■ **TASK STATEMENT**: Starting at the first line of the records below, transcribe each line exactly, ending with the line that contains "height:4.5px; margin-top:-2.25px; transform-origin:0;".

■ **DATA EXTRACTS**:
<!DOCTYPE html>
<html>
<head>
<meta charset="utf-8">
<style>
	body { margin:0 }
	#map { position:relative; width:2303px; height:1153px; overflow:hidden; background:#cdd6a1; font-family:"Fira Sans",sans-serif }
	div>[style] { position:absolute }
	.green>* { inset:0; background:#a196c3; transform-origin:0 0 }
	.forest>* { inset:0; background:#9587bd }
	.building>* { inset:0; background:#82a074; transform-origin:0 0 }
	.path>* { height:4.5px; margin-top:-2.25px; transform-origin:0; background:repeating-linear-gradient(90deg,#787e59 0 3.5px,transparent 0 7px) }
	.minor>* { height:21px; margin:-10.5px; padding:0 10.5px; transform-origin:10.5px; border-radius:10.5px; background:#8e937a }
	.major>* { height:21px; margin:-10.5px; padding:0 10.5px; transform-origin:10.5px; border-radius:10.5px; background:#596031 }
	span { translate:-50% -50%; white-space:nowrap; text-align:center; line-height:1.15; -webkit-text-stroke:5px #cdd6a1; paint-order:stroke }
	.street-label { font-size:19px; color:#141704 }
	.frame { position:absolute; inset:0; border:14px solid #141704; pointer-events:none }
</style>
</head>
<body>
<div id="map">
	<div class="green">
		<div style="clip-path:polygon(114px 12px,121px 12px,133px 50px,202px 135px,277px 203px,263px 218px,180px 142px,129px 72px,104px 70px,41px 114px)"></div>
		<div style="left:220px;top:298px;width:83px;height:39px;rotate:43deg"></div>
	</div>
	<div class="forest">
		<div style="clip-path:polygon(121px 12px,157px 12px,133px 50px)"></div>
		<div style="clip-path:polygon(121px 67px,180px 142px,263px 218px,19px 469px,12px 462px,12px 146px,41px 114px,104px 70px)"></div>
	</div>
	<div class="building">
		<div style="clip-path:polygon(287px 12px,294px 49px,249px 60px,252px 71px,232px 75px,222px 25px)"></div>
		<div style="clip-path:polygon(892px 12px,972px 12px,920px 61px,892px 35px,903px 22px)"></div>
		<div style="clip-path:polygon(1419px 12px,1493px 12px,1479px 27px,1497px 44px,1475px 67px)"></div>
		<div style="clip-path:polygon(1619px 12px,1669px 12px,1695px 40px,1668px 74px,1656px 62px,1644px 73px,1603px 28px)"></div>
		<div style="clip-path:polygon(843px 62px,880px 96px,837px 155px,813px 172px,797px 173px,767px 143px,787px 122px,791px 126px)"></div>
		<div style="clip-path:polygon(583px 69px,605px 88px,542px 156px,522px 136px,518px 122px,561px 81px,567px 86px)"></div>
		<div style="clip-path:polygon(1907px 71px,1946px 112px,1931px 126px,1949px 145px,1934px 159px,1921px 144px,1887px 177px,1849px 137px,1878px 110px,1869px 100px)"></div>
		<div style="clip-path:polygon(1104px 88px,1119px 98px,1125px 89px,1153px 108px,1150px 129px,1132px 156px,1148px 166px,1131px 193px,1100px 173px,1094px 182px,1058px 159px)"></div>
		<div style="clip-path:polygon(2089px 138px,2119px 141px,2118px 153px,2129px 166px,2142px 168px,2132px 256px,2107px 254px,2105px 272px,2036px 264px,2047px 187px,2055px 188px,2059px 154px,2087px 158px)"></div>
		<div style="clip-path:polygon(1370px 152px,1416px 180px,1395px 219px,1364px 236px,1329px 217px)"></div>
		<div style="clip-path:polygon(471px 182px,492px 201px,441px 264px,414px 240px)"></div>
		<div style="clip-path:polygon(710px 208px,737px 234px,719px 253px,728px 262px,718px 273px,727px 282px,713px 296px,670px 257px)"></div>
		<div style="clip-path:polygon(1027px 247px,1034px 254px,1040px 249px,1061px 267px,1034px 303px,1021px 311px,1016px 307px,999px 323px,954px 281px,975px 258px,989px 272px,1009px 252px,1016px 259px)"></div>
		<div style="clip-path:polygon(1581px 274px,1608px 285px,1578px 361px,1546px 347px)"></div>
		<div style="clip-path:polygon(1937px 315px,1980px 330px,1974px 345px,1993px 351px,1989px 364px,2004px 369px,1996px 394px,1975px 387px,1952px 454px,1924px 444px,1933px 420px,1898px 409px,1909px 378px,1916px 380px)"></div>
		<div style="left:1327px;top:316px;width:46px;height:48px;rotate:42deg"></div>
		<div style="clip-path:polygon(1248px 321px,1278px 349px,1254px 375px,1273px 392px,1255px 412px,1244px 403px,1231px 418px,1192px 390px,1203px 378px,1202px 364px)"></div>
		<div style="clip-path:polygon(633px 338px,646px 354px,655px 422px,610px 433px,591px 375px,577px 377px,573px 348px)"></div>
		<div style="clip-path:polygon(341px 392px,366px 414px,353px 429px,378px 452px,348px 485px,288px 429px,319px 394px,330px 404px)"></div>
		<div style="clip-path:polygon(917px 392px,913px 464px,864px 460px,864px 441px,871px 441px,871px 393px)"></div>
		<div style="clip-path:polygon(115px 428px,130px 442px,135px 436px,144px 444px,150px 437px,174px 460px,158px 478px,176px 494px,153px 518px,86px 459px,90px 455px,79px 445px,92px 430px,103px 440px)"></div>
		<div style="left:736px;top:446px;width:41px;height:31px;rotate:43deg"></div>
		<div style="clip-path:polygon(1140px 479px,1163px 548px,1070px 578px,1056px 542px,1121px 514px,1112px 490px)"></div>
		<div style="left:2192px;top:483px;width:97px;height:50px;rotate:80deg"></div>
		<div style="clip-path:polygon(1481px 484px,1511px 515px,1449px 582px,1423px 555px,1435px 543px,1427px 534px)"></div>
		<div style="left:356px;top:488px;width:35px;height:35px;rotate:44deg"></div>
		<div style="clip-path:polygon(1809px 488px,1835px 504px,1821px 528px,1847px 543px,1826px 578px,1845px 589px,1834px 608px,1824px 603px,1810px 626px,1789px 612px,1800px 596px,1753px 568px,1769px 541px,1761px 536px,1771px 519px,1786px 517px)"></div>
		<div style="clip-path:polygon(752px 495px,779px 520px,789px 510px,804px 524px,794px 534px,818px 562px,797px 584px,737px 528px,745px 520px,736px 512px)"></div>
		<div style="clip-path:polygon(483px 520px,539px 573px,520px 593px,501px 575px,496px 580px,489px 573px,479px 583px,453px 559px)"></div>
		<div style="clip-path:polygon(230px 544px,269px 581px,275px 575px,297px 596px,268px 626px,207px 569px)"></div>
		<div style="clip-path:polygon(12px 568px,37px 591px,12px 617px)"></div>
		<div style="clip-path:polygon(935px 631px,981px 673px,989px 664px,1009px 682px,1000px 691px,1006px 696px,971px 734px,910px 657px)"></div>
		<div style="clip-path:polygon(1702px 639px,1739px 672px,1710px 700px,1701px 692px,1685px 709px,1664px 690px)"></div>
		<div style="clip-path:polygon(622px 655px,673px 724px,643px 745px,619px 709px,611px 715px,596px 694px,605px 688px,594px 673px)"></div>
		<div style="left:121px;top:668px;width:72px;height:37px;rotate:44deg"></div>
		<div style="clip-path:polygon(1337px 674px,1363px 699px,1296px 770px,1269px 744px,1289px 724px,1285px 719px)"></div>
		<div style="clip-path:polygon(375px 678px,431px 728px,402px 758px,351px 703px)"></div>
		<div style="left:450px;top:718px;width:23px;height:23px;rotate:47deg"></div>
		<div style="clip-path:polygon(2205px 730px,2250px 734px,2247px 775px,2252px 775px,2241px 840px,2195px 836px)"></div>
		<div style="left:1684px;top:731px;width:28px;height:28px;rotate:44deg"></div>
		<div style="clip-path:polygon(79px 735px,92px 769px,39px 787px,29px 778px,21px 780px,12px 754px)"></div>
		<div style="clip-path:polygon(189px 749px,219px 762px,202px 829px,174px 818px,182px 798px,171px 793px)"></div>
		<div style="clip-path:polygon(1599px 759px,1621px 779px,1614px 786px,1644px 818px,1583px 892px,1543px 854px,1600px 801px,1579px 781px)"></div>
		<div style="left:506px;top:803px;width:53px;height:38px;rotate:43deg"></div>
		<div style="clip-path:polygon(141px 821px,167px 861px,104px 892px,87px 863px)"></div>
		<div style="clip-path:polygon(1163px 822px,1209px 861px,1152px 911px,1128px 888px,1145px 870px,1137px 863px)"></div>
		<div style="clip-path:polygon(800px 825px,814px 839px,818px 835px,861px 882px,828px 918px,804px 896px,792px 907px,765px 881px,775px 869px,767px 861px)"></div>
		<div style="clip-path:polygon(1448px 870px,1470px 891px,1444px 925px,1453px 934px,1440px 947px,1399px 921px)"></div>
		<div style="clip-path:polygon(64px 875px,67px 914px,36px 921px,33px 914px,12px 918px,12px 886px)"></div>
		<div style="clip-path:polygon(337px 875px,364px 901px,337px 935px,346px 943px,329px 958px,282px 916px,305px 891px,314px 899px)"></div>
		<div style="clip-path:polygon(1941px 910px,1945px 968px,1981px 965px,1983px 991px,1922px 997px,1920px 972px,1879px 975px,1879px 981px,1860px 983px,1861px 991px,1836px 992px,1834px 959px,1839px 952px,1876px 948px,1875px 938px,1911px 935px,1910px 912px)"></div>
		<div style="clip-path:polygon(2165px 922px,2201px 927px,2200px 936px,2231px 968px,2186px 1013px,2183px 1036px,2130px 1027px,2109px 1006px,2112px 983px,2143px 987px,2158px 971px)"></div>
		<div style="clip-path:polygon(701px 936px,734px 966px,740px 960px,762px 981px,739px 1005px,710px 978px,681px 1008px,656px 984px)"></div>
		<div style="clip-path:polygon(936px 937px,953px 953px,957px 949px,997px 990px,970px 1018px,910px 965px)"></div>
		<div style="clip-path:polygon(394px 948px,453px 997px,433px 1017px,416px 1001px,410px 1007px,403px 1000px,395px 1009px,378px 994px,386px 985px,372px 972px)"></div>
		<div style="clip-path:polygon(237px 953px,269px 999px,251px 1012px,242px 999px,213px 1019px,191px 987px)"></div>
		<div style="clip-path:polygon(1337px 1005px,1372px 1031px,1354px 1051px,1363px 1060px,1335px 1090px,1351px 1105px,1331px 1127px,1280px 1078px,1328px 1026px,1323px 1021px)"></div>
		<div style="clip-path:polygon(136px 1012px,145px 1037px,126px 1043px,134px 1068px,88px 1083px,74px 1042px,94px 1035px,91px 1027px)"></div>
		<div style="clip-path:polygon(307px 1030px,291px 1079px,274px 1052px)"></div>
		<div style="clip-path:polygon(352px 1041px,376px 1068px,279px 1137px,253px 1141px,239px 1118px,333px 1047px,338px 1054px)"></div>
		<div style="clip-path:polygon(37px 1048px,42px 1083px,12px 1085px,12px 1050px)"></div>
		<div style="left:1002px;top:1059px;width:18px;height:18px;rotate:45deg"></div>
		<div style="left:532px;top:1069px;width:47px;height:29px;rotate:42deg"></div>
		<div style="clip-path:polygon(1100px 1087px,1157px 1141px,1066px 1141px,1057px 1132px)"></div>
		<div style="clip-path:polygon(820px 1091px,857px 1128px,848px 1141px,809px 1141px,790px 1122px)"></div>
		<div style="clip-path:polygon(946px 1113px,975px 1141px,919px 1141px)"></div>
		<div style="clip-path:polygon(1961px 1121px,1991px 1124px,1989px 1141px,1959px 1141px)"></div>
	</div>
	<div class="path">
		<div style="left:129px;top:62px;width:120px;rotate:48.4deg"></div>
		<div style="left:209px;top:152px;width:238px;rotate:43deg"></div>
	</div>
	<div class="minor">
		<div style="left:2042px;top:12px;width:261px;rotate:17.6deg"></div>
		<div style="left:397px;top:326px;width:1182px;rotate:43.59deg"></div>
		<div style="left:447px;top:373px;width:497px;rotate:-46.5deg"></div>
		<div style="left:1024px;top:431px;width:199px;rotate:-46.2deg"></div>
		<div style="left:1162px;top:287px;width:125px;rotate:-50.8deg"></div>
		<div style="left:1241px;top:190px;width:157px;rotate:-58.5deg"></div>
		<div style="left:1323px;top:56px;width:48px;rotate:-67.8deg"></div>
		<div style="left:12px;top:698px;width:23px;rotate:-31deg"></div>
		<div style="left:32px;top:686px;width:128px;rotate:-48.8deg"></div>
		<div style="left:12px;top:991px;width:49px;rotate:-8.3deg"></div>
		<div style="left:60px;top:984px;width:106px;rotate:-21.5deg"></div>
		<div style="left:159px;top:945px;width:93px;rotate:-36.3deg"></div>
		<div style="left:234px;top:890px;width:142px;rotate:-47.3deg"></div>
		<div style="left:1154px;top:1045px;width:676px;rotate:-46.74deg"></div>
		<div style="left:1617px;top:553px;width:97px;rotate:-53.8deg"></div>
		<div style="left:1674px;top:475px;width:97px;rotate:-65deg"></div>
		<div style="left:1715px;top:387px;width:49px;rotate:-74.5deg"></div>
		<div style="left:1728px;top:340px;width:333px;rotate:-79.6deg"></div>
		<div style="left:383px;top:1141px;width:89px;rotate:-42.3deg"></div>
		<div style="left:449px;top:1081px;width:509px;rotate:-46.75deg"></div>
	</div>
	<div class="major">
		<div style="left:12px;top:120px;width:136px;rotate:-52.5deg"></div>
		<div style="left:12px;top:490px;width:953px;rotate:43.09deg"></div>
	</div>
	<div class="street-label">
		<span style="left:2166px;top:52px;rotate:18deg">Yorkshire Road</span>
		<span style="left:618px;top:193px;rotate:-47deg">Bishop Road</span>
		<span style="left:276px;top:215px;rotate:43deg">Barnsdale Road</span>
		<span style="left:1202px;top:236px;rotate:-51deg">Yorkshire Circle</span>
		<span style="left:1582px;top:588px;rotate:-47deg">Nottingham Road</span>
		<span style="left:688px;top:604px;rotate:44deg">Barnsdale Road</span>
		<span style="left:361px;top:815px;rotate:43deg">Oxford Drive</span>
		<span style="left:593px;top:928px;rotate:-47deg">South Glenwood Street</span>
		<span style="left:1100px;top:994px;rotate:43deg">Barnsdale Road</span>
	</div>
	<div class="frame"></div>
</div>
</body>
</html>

■ **RESULT OF THIS EXERCISE**:
<!DOCTYPE html>
<html>
<head>
<meta charset="utf-8">
<style>
	body { margin:0 }
	#map { position:relative; width:2303px; height:1153px; overflow:hidden; background:#cdd6a1; font-family:"Fira Sans",sans-serif }
	div>[style] { position:absolute }
	.green>* { inset:0; background:#a196c3; transform-origin:0 0 }
	.forest>* { inset:0; background:#9587bd }
	.building>* { inset:0; background:#82a074; transform-origin:0 0 }
	.path>* { height:4.5px; margin-top:-2.25px; transform-origin:0; background:repeating-linear-gradient(90deg,#787e59 0 3.5px,transparent 0 7px) }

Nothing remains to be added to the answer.